→ **EXERCISE DESCRIPTION**
Tell how many lines in the data below contain "stream", using one number as the whole reply.

(RECORDS Opens)

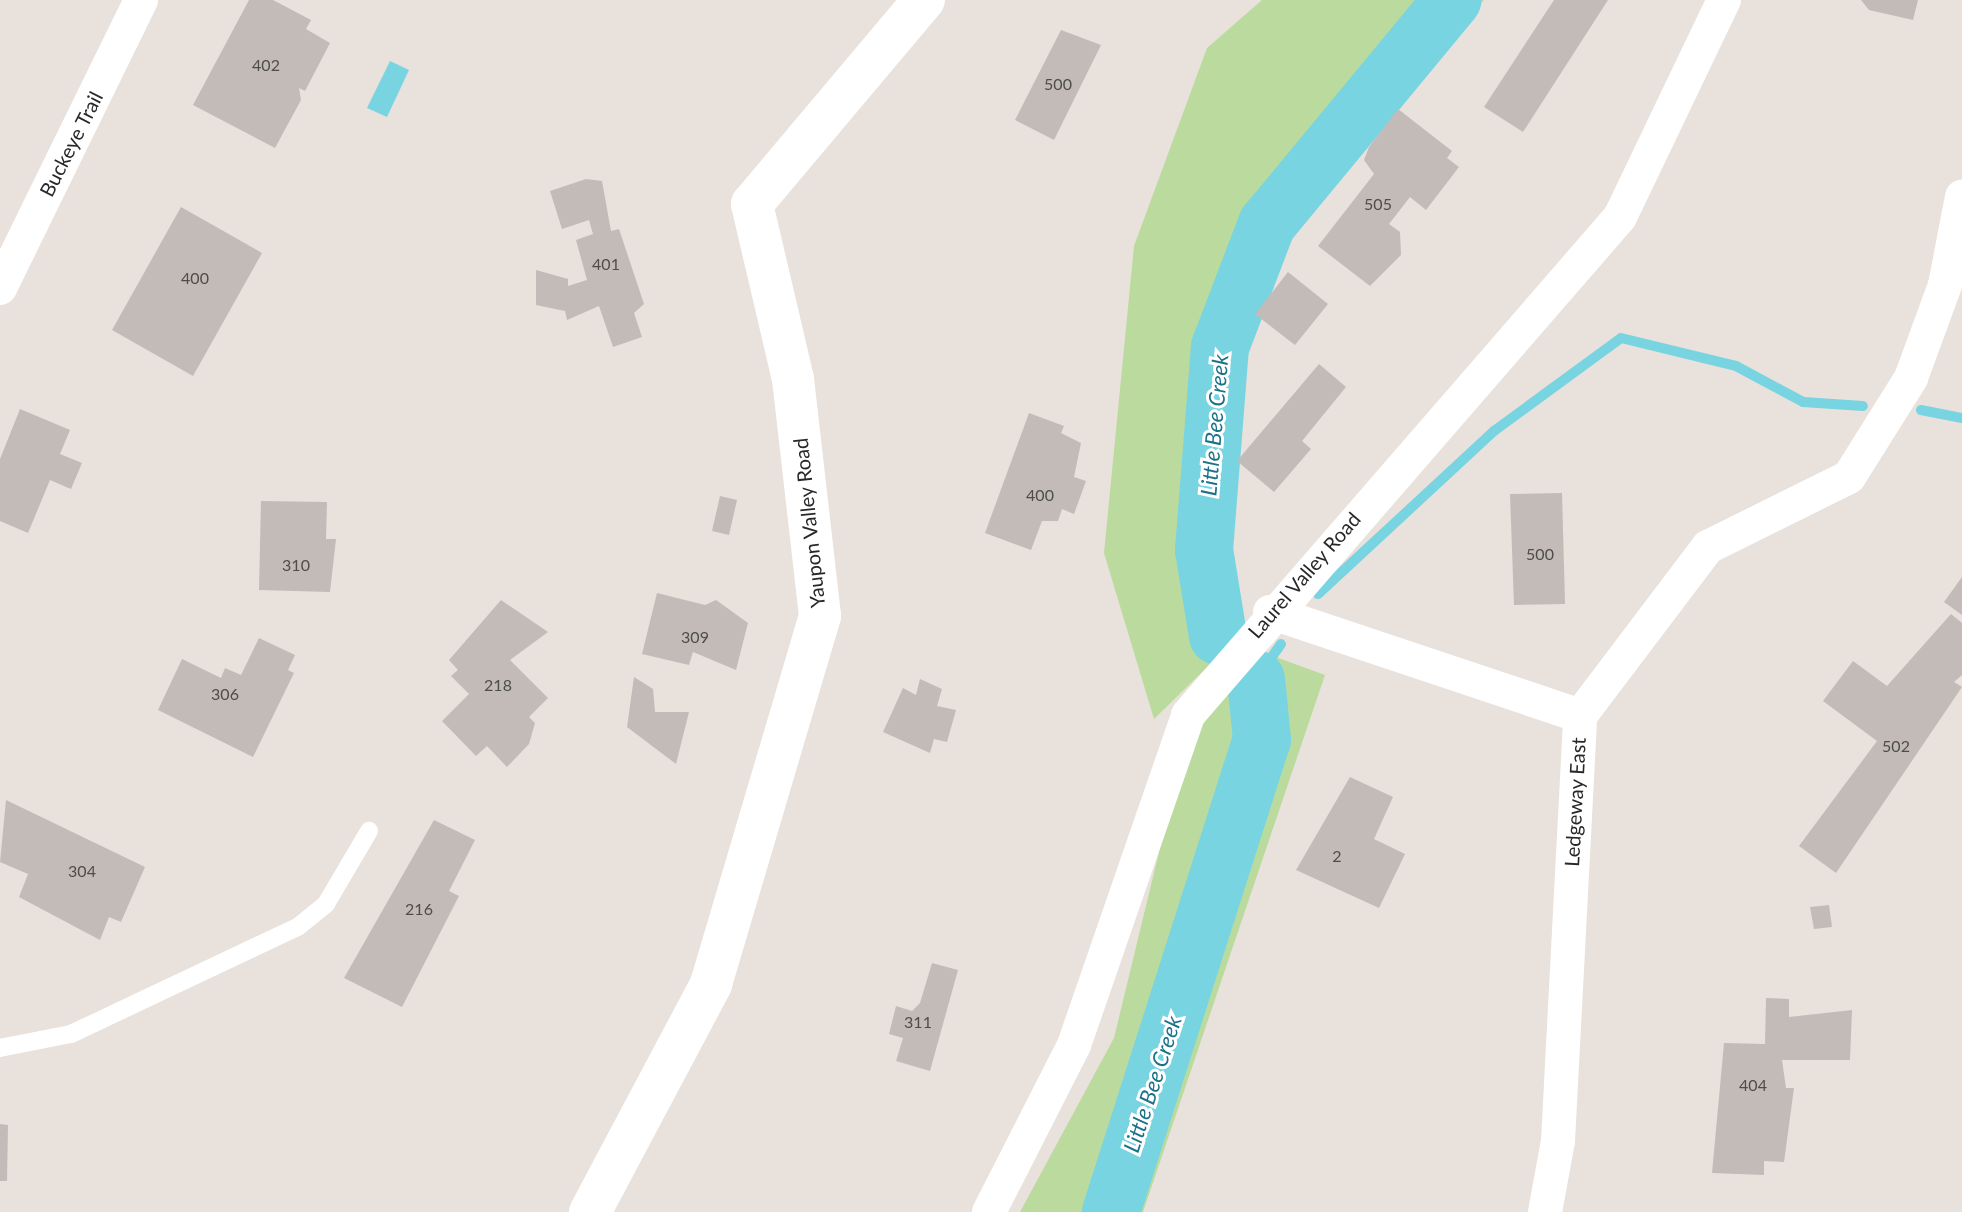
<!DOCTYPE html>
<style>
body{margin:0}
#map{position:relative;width:1962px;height:1212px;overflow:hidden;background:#e9e1db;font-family:Lato,sans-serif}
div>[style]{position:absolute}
.green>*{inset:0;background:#badb9d}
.water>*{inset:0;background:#78d4e1}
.stream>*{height:10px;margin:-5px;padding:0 5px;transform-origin:5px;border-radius:5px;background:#78d4e1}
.river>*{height:58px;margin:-29px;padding:0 29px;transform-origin:29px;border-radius:29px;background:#78d4e1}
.building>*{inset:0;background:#c2bbb8}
.service>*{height:18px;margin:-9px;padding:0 9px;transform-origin:9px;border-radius:9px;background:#fff}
.minor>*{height:34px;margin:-17px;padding:0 17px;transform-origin:17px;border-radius:17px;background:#fff}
.tertiary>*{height:42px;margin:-21px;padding:0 21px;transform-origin:21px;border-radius:21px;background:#fff}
span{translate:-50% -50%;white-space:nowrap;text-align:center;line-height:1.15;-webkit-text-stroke:6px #fff;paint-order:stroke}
.number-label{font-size:16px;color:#4e4d4c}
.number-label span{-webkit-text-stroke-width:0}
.street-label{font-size:20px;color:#282828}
.water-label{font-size:22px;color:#1b738a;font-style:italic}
</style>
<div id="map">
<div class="green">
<div style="clip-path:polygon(1262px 0,1484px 0,1273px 236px,1233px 350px,1211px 617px,1234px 641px,1154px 719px,1104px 553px,1134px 246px,1207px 48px)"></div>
<div style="clip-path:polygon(1267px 654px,1325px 675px,1143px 1212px,1020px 1212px,1114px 1038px,1188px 732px)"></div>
</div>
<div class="water">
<div style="clip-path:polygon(390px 61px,409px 70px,387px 117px,367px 108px)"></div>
</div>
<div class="stream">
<div style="left:1921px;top:410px;width:42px;rotate:11deg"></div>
<div style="left:1318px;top:594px;width:240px;rotate:-42.8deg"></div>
<div style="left:1494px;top:431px;width:157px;rotate:-36.2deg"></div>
<div style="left:1621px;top:338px;width:118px;rotate:13.7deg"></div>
<div style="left:1736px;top:366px;width:76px;rotate:28.2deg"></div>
<div style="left:1803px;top:402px;width:60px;rotate:3.8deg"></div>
<div style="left:1256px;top:679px;width:43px;rotate:-54.5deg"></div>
</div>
<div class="river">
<div style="left:1218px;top:636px;width:87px;rotate:-99.2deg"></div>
<div style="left:1204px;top:550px;width:204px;rotate:-85.5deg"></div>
<div style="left:1220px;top:347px;width:132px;rotate:-69.1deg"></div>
<div style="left:1267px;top:224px;width:291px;rotate:-50.4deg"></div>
<div style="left:1111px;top:1212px;width:496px;rotate:-72.3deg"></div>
<div style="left:1262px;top:740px;width:61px;rotate:-95.6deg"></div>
</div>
<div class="building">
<div style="clip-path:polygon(249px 0,273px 0,311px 20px,306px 29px,330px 43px,305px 91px,299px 88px,301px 100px,275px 148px,193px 105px)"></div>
<div style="clip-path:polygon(1554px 0,1608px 0,1523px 132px,1484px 107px)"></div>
<div style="clip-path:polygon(1861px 0,1918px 0,1913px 20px,1869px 10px)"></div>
<div style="clip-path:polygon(1061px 30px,1101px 45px,1054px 140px,1015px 120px)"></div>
<div style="clip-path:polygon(1398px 109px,1452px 151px,1447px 158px,1459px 167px,1426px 210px,1410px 197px,1389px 224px,1400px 232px,1401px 255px,1370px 286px,1318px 246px,1374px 174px,1364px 160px,1369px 147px)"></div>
<div style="clip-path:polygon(586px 179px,602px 181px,611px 231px,619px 229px,644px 304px,634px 313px,642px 337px,613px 347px,599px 306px,567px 320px,565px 311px,536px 305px,536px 270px,568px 279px,568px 286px,587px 280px,576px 240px,593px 234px,589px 220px,562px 229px,550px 191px)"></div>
<div style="clip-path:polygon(181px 207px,262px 253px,193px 376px,112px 330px)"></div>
<div style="clip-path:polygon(1288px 272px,1328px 304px,1295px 345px,1255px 314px)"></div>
<div style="clip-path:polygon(1319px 364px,1346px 387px,1302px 441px,1311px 449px,1274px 492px,1237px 461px)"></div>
<div style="clip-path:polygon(20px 409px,70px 430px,60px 454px,82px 463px,71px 489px,50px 480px,28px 533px,0 521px,0 459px)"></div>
<div style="clip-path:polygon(1029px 413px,1064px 426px,1061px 433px,1081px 443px,1074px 477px,1086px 481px,1074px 514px,1062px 509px,1058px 521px,1042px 521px,1031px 550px,985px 533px)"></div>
<div style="clip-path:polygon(1562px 493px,1565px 604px,1514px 605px,1510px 494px)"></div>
<div style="clip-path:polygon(720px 496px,737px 500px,729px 535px,712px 531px)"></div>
<div style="clip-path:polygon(261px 501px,327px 502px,326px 539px,336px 539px,330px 592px,259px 590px)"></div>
<div style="clip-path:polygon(1962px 577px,1962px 615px,1944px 602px)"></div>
<div style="clip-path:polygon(657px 593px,705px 605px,716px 600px,748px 623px,736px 670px,693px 652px,689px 665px,642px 654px)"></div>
<div style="clip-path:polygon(501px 600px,548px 632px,510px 660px,548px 698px,529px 717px,535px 723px,529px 744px,507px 767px,487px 746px,476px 756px,442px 721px,469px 694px,451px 676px,458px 670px,449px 660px)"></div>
<div style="clip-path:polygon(1951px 614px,1962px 623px,1962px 675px,1954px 682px,1962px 687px,1836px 873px,1799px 846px,1877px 741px,1823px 701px,1853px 661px,1887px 686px)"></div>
<div style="clip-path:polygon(259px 638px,295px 655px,288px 670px,294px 673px,253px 757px,158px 710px,182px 659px,221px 678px,225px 668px,241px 675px)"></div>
<div style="clip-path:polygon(634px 677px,653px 689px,655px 712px,689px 712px,676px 764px,627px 727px)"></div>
<div style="clip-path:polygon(920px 679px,942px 689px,937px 706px,956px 710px,947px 742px,934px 739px,930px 753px,883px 732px,903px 688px,916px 695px)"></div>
<div style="clip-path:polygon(1350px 777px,1393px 797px,1374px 839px,1405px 854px,1379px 908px,1296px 870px)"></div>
<div style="clip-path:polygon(6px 800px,145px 867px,121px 922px,109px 917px,100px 940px,19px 897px,28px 874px,0 862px)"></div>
<div style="clip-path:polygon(434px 820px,475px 840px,449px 891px,459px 896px,402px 1007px,344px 978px)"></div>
<div style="clip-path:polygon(1829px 905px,1832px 927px,1814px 929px,1810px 907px)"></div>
<div style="clip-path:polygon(932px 963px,958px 970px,930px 1071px,896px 1061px,903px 1038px,889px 1034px,896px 1006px,912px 1011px,920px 1003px)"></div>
<div style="clip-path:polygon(1766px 998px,1789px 999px,1789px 1017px,1852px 1010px,1850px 1060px,1782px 1060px,1786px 1088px,1794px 1088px,1784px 1162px,1764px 1161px,1764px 1175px,1712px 1173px,1724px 1043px,1765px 1044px)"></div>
<div style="clip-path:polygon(0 1124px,8px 1125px,7px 1181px,0 1181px)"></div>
</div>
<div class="service">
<div style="left:0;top:1048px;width:72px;rotate:-11.2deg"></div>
<div style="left:71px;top:1034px;width:252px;rotate:-25.3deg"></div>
<div style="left:299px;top:926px;width:35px;rotate:-39deg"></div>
<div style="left:326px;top:904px;width:85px;rotate:-59.5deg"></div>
</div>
<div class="minor">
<div style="left:0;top:288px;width:321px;rotate:-63.9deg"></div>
<div style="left:1270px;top:612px;width:327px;rotate:18.5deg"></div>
<div style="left:1580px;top:716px;width:212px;rotate:-52.9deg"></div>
<div style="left:1708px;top:547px;width:157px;rotate:-26.4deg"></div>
<div style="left:1849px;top:477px;width:117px;rotate:-57.9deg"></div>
<div style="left:1911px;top:378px;width:99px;rotate:-69.9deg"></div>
<div style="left:1945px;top:285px;width:90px;rotate:-79.1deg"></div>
<div style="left:989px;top:1212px;width:187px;rotate:-63deg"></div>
<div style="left:1074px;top:1045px;width:349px;rotate:-70.9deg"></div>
<div style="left:1188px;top:715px;width:659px;rotate:-49.06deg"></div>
<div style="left:1620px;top:217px;width:241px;rotate:-64.4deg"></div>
<div style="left:1545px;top:1212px;width:72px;rotate:-79.6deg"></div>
<div style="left:1558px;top:1141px;width:426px;rotate:-87deg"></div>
</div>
<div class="tertiary">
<div style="left:590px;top:1212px;width:258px;rotate:-62deg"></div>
<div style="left:711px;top:984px;width:384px;rotate:-73.5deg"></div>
<div style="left:820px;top:616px;width:239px;rotate:-96.5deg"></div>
<div style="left:793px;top:379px;width:180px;rotate:-103.2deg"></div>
<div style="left:752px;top:204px;width:267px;rotate:-49.9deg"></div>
</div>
<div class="number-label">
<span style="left:266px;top:65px">402</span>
<span style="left:1058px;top:84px">500</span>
<span style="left:1378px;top:204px">505</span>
<span style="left:606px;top:264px">401</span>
<span style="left:195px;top:278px">400</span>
<span style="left:1040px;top:495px">400</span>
<span style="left:1540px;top:554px">500</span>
<span style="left:296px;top:565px">310</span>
<span style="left:695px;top:637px">309</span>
<span style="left:498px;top:685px">218</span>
<span style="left:225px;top:694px">306</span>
<span style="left:1896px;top:746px">502</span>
<span style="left:1337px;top:856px">2</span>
<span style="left:82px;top:871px">304</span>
<span style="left:419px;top:909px">216</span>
<span style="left:918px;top:1022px">311</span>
<span style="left:1753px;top:1085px">404</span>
</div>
<div class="street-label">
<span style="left:71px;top:144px;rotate:-63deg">Buckeye Trail</span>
<span style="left:809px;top:523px;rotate:-96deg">Yaupon Valley Road</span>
<span style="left:1304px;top:575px;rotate:-49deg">Laurel Valley Road</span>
<span style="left:1575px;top:802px;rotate:-87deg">Ledgeway East</span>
</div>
<div class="water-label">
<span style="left:1214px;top:425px;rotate:-85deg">Little Bee Creek</span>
<span style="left:1152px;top:1084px;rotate:-72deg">Little Bee Creek</span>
</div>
</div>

(RECORDS Closes)

→ **RESULT OF THE EXERCISE**
2